UFC Sell-Through Project - Graph Analytics
Overview
The graph module builds a fighter network where:
- Nodes = Fighters
- Edges = Fights between them
This enables computation of:
- PageRank - Identifies important fighters based on opponent quality
- Connected Components - Finds isolated fighter groups
- Label Propagation - Community/division detection
- Triangle Count - Tight-knit fighter clusters
Dependencies
# GraphFrames package for spark-submit
spark-submit \
--packages graphframes:graphframes:0.8.2-spark3.2-s_2.12 \
src/graph/fighter_network.py
Building the Fighter Graph
create_spark_session()
def create_spark_session():
builder = SparkSession.builder
builder = builder.appName("UFC-Fighter-Network")
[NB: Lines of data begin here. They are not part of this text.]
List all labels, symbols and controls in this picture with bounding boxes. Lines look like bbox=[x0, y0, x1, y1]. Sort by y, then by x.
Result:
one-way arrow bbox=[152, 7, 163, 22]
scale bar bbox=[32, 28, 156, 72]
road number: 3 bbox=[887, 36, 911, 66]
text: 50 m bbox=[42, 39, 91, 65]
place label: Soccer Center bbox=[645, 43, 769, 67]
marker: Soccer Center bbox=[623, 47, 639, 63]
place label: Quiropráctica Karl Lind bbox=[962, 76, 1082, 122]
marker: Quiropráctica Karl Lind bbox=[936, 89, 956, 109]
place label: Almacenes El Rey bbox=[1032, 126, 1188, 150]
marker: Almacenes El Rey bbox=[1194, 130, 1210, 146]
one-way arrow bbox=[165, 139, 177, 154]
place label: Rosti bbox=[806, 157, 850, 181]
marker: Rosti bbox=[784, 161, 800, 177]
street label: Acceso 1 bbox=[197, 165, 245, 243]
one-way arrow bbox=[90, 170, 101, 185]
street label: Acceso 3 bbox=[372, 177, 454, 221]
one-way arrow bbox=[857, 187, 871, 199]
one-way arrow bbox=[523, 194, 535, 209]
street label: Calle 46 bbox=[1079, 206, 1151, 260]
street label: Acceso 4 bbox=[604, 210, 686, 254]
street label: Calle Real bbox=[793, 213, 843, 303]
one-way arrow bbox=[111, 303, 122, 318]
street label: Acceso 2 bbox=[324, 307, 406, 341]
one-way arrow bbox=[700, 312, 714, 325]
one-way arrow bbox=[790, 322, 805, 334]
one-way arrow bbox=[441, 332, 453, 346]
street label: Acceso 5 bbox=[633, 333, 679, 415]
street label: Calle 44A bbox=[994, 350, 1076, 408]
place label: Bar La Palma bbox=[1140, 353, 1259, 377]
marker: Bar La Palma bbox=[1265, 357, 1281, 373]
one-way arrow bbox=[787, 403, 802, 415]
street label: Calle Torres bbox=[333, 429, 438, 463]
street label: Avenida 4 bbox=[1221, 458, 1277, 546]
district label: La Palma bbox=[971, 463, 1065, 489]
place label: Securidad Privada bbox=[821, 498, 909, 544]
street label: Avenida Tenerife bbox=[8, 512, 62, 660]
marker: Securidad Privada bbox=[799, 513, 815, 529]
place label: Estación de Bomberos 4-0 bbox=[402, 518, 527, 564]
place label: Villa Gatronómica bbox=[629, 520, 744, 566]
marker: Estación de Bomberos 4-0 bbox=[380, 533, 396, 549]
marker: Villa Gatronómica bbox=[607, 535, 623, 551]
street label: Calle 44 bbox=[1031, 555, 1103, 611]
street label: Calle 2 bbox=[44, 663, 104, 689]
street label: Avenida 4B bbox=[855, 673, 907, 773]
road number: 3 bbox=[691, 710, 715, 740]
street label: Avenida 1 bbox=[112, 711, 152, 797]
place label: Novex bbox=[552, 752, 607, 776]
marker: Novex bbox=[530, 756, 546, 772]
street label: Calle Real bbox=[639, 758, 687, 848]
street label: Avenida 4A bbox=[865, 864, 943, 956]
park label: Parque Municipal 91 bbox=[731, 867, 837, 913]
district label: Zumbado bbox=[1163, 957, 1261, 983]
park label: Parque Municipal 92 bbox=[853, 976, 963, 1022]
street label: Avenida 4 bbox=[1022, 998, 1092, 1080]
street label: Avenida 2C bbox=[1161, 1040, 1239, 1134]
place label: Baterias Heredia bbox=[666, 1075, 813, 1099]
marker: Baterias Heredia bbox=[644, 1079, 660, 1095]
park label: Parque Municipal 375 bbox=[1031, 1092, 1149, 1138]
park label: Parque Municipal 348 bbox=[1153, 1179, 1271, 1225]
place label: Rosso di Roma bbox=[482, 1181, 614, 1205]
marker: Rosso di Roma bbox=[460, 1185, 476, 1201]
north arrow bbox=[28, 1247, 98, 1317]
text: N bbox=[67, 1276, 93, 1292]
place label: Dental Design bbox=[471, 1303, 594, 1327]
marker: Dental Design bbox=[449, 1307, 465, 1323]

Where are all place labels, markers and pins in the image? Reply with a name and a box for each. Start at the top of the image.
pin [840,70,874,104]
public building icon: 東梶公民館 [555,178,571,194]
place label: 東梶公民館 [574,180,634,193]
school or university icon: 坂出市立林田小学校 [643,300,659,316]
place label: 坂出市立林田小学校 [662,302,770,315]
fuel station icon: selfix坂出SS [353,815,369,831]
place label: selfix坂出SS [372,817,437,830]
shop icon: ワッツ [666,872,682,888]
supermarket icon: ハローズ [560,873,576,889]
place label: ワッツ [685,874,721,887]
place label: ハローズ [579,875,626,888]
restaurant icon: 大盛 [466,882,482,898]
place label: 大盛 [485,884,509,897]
builder = builder.config("spark.driver.memory", "4g")
builder = builder.config("spark.jars.packages",
"graphframes:graphframes:0.8.2-spark3.2-s_2.12")
spark = builder.getOrCreate()
spark.sparkContext.setLogLevel("WARN")
return spark
build_fighter_graph()
from graphframes import GraphFrame
def build_fighter_graph(fights_df, events_df=None):
# Extract fighter names
if "fighter1_name" not in fights_df.columns and "bout" in fights_df.columns:
fights_df = fights_df.withColumn(
"fighter1_name",
F.trim(F.regexp_extract(F.col("bout"), r"^(.+?)\s+vs\.?\s+", 1))
)
fights_df = fights_df.withColumn(
"fighter2_name",
F.trim(F.regexp_extract(F.col("bout"), r"\s+vs\.?\s+(.+)$", 1))
)
# Collect unique fighters
fighters1 = fights_df.select(F.col("fighter1_name").alias("name"))
fighters2 = fights_df.select(F.col("fighter2_name").alias("name"))
all_fighters = fighters1.union(fighters2).distinct()
# GraphFrames needs numeric IDs
fighters_with_ids = all_fighters.withColumn("id", F.monotonically_increasing_id())
nodes = fighters_with_ids.select("id", "name")
name_to_id = nodes.select("name", "id")
# Create edges
fight_pairs = fights_df.select(
F.col("fighter1_name").alias("src_name"),
F.col("fighter2_name").alias("dst_name")
)
edges = fight_pairs.join(
name_to_id.withColumnRenamed("id", "src").withColumnRenamed("name", "src_name"),
on="src_name"
).join(
name_to_id.withColumnRenamed("id", "dst").withColumnRenamed("name", "dst_name"),
on="dst_name"
).select("src", "dst")
# Create GraphFrame
graph = GraphFrame(nodes, edges)
print(f"Graph created: {nodes.count()} fighters, {edges.count()} fights")
return graph, nodes
PageRank
PageRank measures fighter "importance" based on:
- Number of fights (more fights = more connections)
- Quality of opponents (beating high-PageRank fighters boosts your score)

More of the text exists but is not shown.